Bug #67541 LOAD XML cannot load data from mysqldump --xml
Submitted: 9 Nov 2012 17:30 Modified: 9 Nov 2012 18:04
Reporter: Kolbe Kegel Email Updates:
Status: Verified Impact on me:
None 
Category:MySQL Server: DML Severity:S3 (Non-critical)
Version:5.5.28 OS:Any
Assigned to: CPU Architecture:Any
Tags: mysqldump, XML

[9 Nov 2012 17:30] Kolbe Kegel
Description:
The LOAD XML statement (https://dev.mysql.com/doc/refman/5.5/en/load-xml.html) is described as "the complement of running the mysql client in XML output mode". Unfortunately, it fails miserable for empty strings and NULL columns.
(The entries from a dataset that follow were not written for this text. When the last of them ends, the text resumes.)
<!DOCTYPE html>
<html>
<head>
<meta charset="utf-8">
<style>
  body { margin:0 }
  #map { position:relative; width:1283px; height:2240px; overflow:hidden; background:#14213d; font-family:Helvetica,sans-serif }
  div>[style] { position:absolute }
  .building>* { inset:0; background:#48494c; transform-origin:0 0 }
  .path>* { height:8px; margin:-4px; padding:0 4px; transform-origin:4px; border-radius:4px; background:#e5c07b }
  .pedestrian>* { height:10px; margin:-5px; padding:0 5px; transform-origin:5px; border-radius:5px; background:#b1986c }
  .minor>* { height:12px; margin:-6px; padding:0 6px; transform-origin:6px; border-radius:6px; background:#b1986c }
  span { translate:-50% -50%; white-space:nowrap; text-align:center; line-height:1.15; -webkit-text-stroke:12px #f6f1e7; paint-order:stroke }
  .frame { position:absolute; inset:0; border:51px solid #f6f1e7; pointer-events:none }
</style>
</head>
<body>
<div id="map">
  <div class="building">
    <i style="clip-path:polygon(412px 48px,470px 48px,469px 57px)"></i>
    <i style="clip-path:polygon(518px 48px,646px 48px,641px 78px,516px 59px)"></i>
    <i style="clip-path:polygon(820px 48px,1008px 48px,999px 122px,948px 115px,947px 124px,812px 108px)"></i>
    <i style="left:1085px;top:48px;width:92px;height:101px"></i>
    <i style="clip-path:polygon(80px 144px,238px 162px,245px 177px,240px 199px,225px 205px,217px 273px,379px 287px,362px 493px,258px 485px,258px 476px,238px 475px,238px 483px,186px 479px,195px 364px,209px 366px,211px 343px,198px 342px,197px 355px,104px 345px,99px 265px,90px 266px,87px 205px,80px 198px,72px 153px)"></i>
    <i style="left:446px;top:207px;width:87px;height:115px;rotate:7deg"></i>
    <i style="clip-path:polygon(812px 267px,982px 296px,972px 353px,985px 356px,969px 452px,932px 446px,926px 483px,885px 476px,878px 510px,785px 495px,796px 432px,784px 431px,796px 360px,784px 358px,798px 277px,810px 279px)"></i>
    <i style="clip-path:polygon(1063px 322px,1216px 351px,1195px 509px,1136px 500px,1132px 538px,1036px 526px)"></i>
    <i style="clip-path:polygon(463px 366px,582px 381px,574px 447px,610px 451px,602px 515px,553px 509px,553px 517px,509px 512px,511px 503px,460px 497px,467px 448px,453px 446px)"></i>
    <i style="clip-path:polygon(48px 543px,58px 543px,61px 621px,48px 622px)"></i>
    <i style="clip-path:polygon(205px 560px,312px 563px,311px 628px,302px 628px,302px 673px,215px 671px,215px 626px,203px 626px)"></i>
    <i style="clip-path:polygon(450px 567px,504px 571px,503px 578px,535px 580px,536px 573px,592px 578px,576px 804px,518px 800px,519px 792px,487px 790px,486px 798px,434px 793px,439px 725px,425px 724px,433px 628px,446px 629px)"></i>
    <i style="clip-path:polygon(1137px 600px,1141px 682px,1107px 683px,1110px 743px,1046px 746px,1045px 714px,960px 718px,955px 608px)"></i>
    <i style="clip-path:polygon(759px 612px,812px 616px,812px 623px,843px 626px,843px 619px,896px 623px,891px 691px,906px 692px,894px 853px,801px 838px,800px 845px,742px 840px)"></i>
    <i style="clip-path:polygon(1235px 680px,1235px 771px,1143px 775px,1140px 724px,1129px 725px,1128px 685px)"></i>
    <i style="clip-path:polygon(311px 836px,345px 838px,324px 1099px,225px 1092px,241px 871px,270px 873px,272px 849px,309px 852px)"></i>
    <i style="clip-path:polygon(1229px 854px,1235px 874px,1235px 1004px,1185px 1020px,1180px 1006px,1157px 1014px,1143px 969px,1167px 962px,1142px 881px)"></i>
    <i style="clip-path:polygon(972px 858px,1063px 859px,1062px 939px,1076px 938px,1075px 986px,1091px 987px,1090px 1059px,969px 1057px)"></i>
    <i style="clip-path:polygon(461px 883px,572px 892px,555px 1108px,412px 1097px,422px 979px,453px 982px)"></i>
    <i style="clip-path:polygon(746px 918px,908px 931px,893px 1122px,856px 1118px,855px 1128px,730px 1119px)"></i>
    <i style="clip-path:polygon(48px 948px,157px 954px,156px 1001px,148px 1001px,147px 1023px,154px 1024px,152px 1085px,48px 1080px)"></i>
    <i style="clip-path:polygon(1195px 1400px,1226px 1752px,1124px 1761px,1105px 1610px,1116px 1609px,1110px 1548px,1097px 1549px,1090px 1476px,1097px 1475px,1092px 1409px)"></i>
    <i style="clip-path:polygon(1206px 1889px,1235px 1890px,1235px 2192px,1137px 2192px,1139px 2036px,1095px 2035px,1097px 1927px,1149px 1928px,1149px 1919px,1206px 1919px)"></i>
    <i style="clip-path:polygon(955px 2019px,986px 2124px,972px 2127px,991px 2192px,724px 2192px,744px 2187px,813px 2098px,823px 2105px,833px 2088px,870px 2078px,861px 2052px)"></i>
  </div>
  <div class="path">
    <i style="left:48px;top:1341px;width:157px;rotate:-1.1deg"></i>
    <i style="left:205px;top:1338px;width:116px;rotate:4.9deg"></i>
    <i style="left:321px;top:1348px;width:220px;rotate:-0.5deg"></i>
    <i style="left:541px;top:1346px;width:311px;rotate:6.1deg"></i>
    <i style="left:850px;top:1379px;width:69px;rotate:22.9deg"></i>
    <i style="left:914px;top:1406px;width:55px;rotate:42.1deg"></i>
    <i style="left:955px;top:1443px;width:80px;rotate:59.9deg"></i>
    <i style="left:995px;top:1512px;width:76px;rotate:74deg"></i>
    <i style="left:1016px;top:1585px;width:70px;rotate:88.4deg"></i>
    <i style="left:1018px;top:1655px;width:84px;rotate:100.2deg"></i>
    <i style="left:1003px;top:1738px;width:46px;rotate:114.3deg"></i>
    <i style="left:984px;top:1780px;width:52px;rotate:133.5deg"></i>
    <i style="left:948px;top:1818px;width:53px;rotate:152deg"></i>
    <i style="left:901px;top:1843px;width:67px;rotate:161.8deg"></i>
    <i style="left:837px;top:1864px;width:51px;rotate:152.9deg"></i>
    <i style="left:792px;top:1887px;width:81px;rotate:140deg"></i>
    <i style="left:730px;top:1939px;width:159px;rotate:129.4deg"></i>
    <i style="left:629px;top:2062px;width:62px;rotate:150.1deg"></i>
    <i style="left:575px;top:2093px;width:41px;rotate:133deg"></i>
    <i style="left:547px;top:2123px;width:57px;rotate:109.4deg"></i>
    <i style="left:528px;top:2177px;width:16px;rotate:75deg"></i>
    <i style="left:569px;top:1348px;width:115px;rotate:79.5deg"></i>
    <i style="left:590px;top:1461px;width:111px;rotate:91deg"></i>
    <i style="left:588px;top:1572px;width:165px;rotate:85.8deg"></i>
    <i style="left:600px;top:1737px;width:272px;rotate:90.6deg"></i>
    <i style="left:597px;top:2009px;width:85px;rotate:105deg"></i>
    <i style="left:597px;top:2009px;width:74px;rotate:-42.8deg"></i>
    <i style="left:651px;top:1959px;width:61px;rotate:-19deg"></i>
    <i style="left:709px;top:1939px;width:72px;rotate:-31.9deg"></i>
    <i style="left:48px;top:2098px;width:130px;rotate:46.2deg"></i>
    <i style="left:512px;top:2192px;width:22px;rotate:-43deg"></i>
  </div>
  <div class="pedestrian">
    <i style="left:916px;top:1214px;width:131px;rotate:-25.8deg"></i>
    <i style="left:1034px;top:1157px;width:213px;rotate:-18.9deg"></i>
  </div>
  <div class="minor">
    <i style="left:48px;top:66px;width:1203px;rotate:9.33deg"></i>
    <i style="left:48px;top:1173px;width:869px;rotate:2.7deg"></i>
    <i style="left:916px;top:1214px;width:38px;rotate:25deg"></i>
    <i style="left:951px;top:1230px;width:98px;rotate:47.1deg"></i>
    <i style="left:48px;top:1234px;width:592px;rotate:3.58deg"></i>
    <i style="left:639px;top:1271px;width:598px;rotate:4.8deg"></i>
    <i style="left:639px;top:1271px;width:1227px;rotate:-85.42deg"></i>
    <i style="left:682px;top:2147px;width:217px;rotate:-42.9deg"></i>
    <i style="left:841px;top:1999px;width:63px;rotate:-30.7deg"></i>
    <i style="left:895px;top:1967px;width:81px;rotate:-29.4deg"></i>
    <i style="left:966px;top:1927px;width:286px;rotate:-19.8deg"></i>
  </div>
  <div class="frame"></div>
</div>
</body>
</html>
It is impossible to use LOAD XML to reliably re-load the output of mysql --xml *or* mysqldump --xml

How to repeat:
DROP TABLE IF EXISTS xml;
CREATE TABLE `xml` (
  `col1` char(3) DEFAULT NULL,
  `col2` char(3) DEFAULT NULL,
  `col3` char(3) DEFAULT NULL
) ENGINE=InnoDB;

INSERT INTO `xml` VALUES ('abc','def','ghi'),('jkl','','mno'),('pqr',NULL,'stu');
SELECT * FROM xml;

#shell mysql --xml -e 'select * from xml' | tee /tmp/dump.xml

truncate xml;
load xml infile '/tmp/dump.xml' into table xml;
select * from xml;

mysql 5.5.28-log (root) [test]> CREATE TABLE `xml` (
    ->   `col1` char(3) DEFAULT NULL,
    ->   `col2` char(3) DEFAULT NULL,
    ->   `col3` char(3) DEFAULT NULL
    -> ) ENGINE=InnoDB;
Query OK, 0 rows affected (0.10 sec)

mysql 5.5.28-log (root) [test]> INSERT INTO `xml` VALUES ('abc','def','ghi'),('jkl','','mno'),('pqr',NULL,'stu');
Query OK, 3 rows affected (0.01 sec)
Records: 3  Duplicates: 0  Warnings: 0

mysql 5.5.28-log (root) [test]> SELECT * FROM xml;
+------+------+------+
| col1 | col2 | col3 |
+------+------+------+
| abc  | def  | ghi  |
| jkl  |      | mno  |
| pqr  | NULL | stu  |
+------+------+------+
3 rows in set (0.00 sec)

kolbe@prosimmon 5.5 $ mysql --xml -e 'select * from xml' | tee /tmp/dump.xml 
<?xml version="1.0"?>

<resultset statement="select * from xml
" xmlns:xsi="http://www.w3.org/2001/XMLSchema-instance">
  <row>
        <field name="col1">abc</field>
        <field name="col2">def</field>
        <field name="col3">ghi</field>
  </row>

  <row>
        <field name="col1">jkl</field>
        <field name="col2"></field>
        <field name="col3">mno</field>
  </row>

  <row>
        <field name="col1">pqr</field>
        <field name="col2" xsi:nil="true" />
        <field name="col3">stu</field>
  </row>
</resultset>

mysql 5.5.28-log (root) [test]> truncate xml;
Query OK, 0 rows affected (0.01 sec)

mysql 5.5.28-log (root) [test]> load xml infile '/tmp/dump.xml' into table xml;
Query OK, 3 rows affected (0.00 sec)
Records: 3  Deleted: 0  Skipped: 0  Warnings: 0

mysql 5.5.28-log (root) [test]> select * from xml;
+------+------+------+
| col1 | col2 | col3 |
+------+------+------+
| abc  | def  | ghi  |
| jkl  | NULL | mno  |
| pqr  | stu  | NULL |
+------+------+------+
3 rows in set (0.00 sec)

Suggested fix:
The LOAD XML statement must be fixed to correctly handle these things:

o Empty strings
o NULL values
o All permutations of output from mysql --xml and mysqldump --xml
[9 Nov 2012 17:40] Kolbe Kegel
General failure of LOAD XML to properly handle empty elements (<element/>) filed separately as bug #67542.
[9 Nov 2012 18:04] Sveta Smirnova
Thank you for the report.

Verified as described.
[9 Jan 2013 17:37] John Thur
Issue with Empty Tags

LOAD  XML CONCURRENT LOCAL INFILE 'filename.xml' REPLACE  INTO TABLE TableName ROWS IDENTIFIED BY '</RecordTagName>'

<FiledTagName></FieldTagName>

If a tag is empty will load tag from a previous record (not the prior with data) I believe this is a buffer issue because other record tags with a different value for fieldname exist after the bad data that is being inserted and the record for which it is inserted.